• _Work instruction_
Set down each entry exactly as it stands, without altering a single character.

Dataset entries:
•••
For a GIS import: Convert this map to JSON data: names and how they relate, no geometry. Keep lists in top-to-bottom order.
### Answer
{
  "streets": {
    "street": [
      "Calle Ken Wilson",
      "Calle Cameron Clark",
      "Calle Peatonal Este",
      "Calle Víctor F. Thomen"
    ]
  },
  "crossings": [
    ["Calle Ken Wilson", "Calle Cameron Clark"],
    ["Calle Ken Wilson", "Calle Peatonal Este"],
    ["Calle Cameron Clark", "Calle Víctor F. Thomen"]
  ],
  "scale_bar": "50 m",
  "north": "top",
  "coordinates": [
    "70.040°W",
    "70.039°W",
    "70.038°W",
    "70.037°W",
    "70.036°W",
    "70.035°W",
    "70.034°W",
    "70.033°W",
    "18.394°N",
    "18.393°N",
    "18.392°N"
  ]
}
•••
• _Answer to this exercise_
For a GIS import: Convert this map to JSON data: names and how they relate, no geometry. Keep lists in top-to-bottom order.
### Answer
{
  "streets": {
    "street": [
      "Calle Ken Wilson",
      "Calle Cameron Clark",
      "Calle Peatonal Este",
      "Calle Víctor F. Thomen"
    ]
  },
  "crossings": [
    ["Calle Ken Wilson", "Calle Cameron Clark"],
    ["Calle Ken Wilson", "Calle Peatonal Este"],
    ["Calle Cameron Clark", "Calle Víctor F. Thomen"]
  ],
  "scale_bar": "50 m",
  "north": "top",
  "coordinates": [
    "70.040°W",
    "70.039°W",
    "70.038°W",
    "70.037°W",
    "70.036°W",
    "70.035°W",
    "70.034°W",
    "70.033°W",
    "18.394°N",
    "18.393°N",
    "18.392°N"
  ]
}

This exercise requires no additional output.